● RECORDS FOR THE TASK:
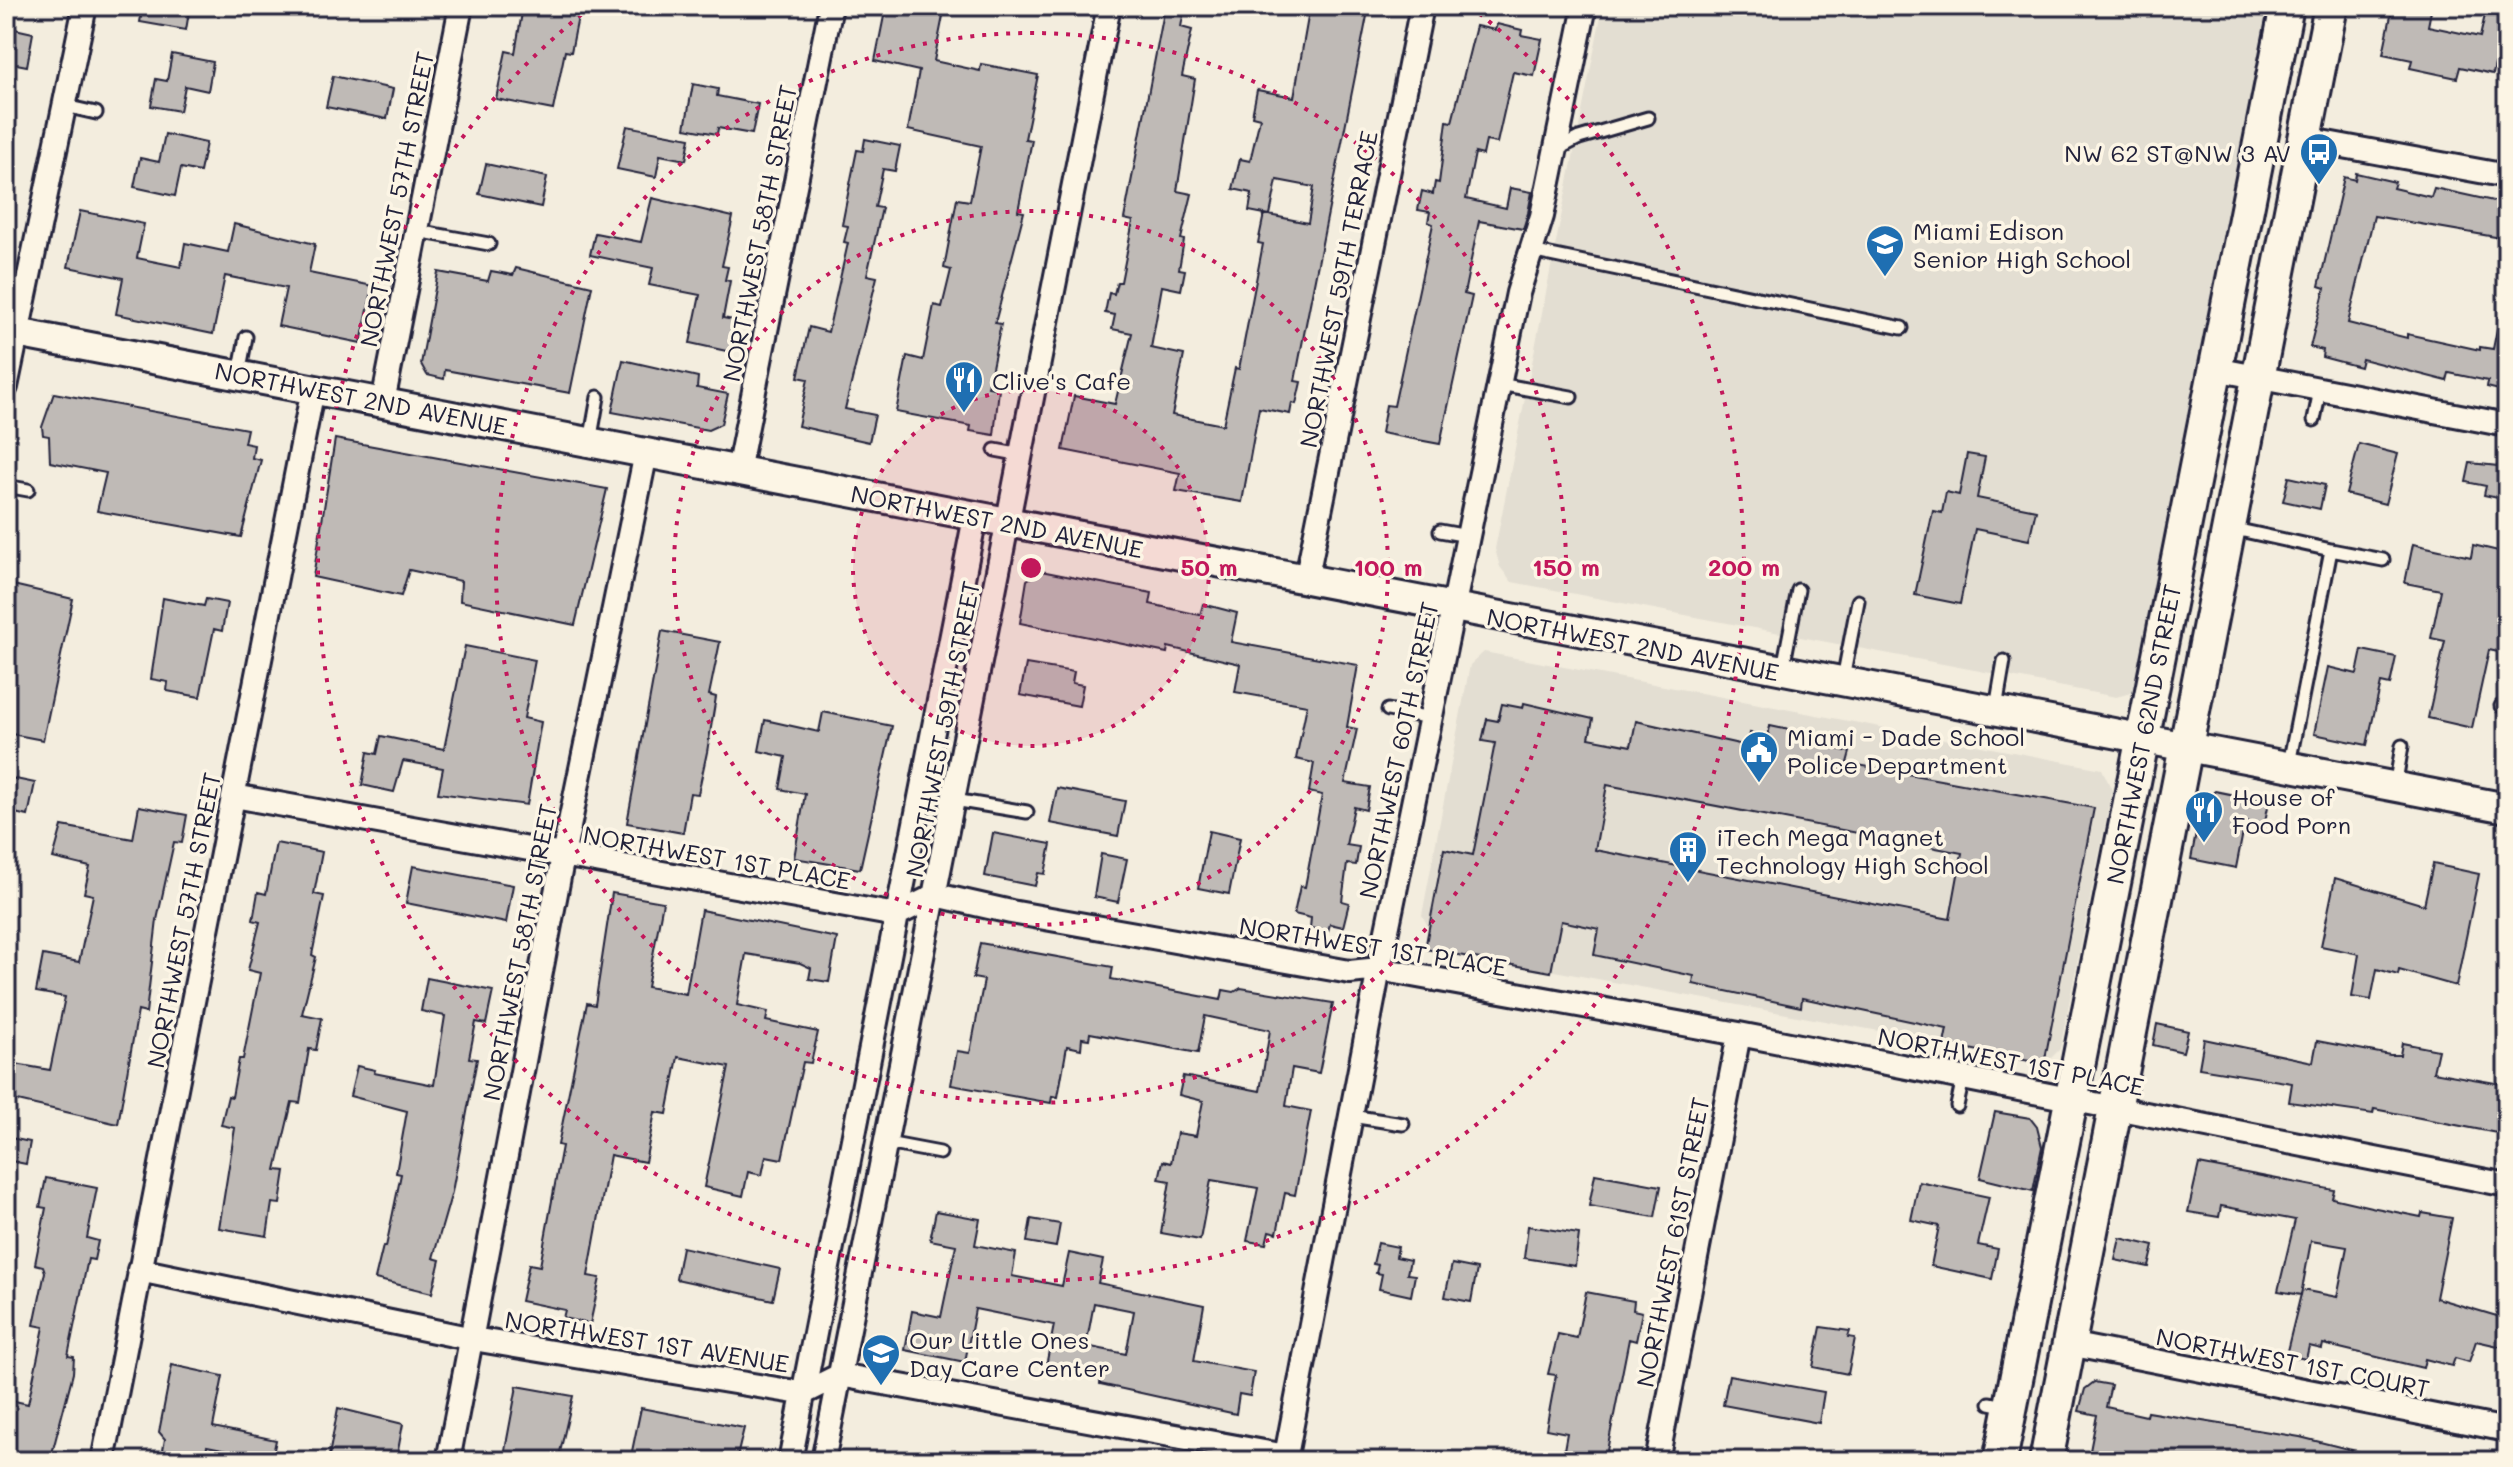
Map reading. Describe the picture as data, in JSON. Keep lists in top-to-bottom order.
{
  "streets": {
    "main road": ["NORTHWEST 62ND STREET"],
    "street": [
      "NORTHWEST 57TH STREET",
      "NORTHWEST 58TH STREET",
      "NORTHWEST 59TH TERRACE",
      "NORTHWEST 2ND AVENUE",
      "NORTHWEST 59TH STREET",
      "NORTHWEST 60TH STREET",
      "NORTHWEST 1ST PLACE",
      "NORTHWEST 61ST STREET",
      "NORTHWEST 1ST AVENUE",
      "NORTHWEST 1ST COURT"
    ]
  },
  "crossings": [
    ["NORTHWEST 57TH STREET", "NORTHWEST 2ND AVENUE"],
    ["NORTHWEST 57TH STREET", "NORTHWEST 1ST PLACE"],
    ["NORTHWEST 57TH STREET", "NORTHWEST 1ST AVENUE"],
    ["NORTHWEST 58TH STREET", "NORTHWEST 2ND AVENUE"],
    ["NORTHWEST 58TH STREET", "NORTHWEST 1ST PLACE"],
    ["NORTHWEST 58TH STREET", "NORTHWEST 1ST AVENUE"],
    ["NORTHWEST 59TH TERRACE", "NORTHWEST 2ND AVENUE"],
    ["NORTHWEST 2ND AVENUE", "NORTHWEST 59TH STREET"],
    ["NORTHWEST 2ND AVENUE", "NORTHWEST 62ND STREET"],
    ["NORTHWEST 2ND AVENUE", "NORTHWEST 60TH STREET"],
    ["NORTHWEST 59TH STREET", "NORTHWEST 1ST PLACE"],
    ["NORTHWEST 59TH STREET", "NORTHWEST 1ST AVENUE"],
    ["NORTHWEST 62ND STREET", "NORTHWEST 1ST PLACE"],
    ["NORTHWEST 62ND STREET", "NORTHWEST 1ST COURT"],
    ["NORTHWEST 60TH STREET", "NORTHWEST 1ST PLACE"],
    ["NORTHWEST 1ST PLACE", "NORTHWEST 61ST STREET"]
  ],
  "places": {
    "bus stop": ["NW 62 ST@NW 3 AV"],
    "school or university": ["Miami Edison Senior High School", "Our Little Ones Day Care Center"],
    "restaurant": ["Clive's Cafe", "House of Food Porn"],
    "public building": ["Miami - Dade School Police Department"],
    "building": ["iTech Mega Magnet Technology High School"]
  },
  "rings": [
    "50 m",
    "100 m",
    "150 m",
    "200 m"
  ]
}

...

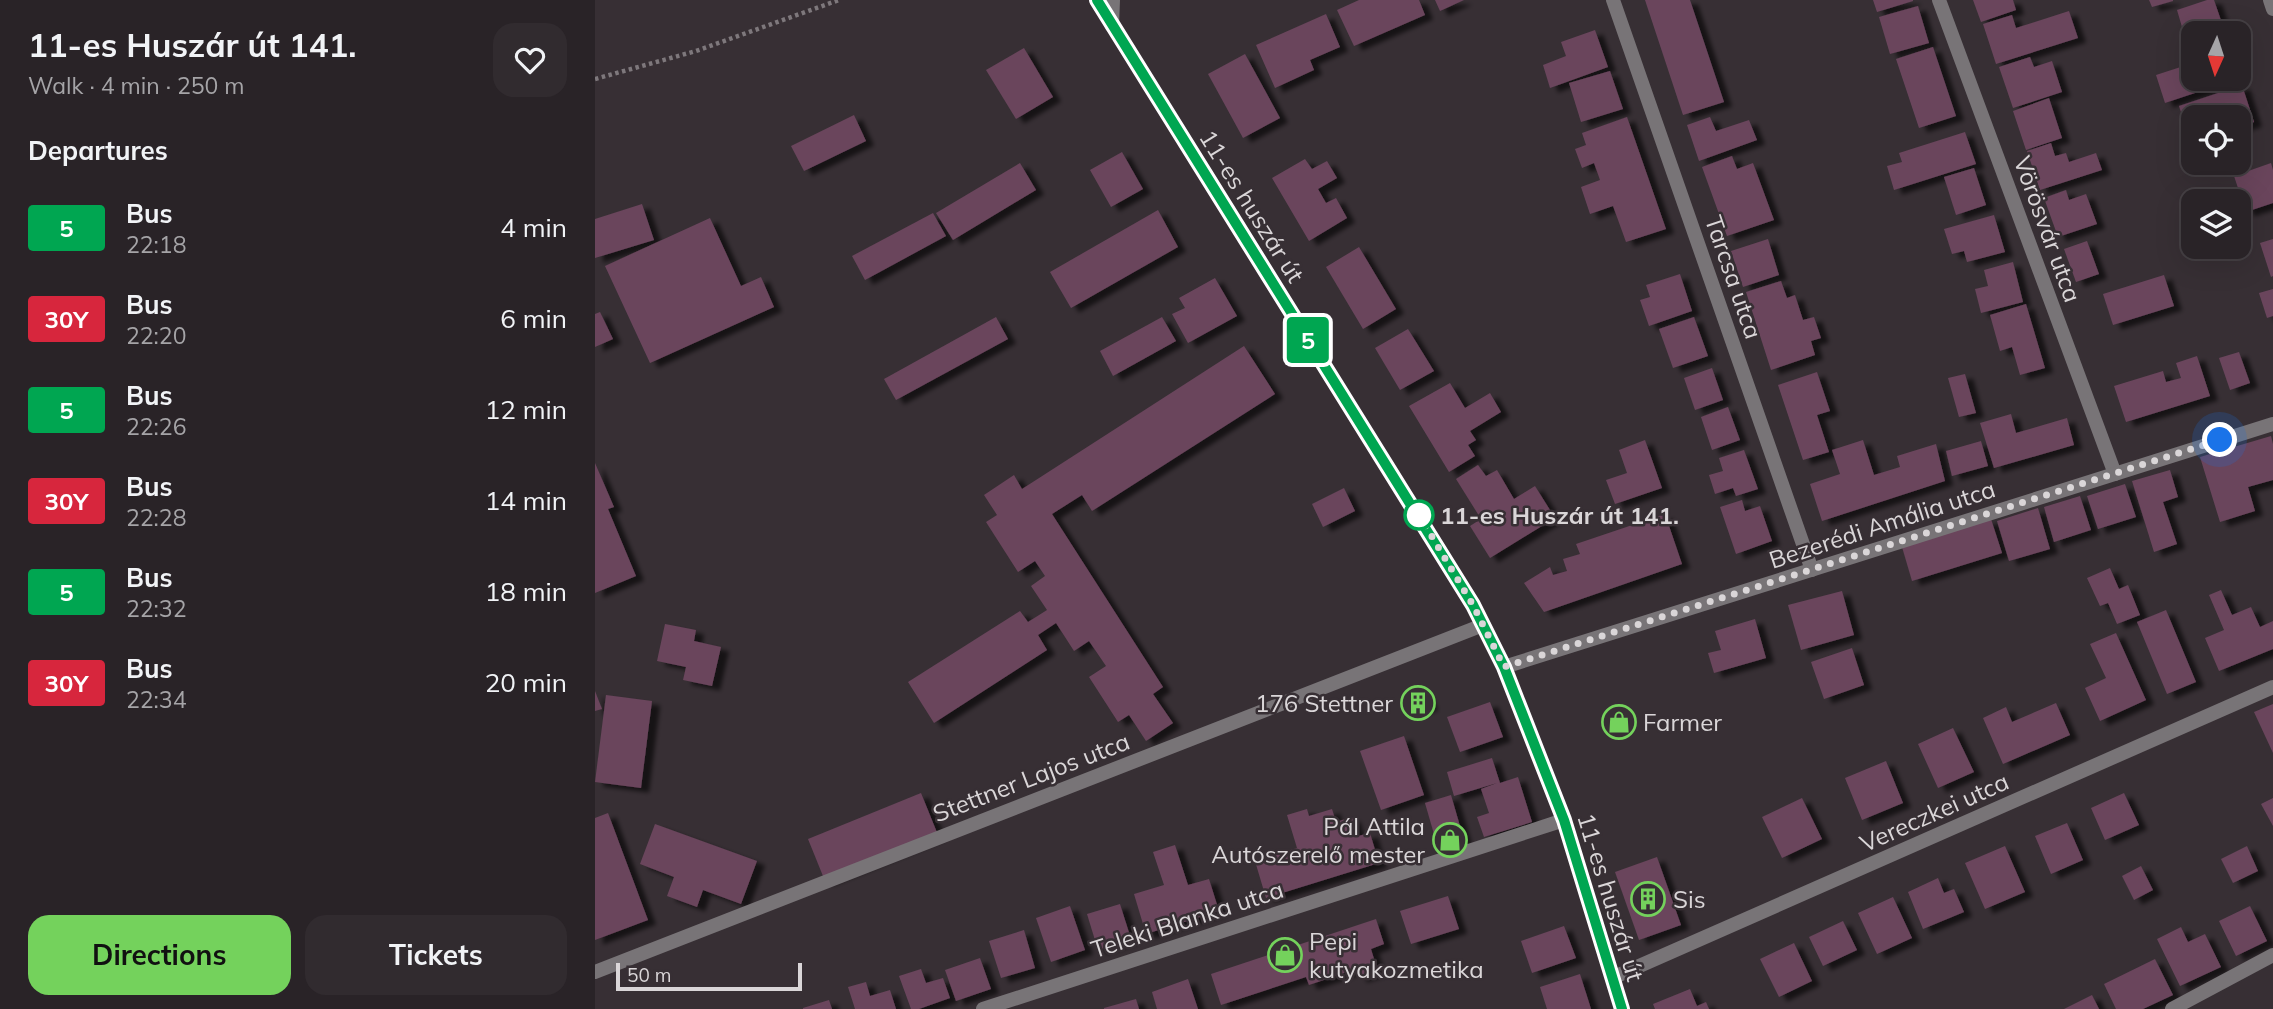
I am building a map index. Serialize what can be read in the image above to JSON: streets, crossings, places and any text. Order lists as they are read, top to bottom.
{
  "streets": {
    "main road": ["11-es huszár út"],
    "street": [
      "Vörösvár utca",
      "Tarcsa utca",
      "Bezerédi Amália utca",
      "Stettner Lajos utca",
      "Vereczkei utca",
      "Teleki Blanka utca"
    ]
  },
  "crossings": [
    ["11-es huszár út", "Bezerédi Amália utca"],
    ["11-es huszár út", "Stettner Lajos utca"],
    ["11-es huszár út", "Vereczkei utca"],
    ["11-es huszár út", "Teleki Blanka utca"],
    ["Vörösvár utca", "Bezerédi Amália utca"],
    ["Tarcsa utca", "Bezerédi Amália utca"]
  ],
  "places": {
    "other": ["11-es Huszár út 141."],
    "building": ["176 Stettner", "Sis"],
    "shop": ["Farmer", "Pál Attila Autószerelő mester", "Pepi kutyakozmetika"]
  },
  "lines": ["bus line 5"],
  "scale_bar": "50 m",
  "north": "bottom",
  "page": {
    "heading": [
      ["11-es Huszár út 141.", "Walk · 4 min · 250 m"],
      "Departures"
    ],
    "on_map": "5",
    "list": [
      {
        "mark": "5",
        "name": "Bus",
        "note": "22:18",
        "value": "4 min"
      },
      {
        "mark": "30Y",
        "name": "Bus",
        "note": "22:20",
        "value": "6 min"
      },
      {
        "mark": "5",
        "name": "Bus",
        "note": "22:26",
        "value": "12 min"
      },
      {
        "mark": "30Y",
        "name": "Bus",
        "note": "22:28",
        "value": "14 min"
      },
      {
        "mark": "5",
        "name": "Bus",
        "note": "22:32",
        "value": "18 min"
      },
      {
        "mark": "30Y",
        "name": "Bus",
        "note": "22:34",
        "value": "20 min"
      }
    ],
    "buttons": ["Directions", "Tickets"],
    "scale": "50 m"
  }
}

● YOUR ASSIGNMENT:
Scan the lines above, and whenever one holds the string "COURT", copy it.

● EXERCISE RESPONSE:
      "NORTHWEST 1ST COURT"
    ["NORTHWEST 62ND STREET", "NORTHWEST 1ST COURT"],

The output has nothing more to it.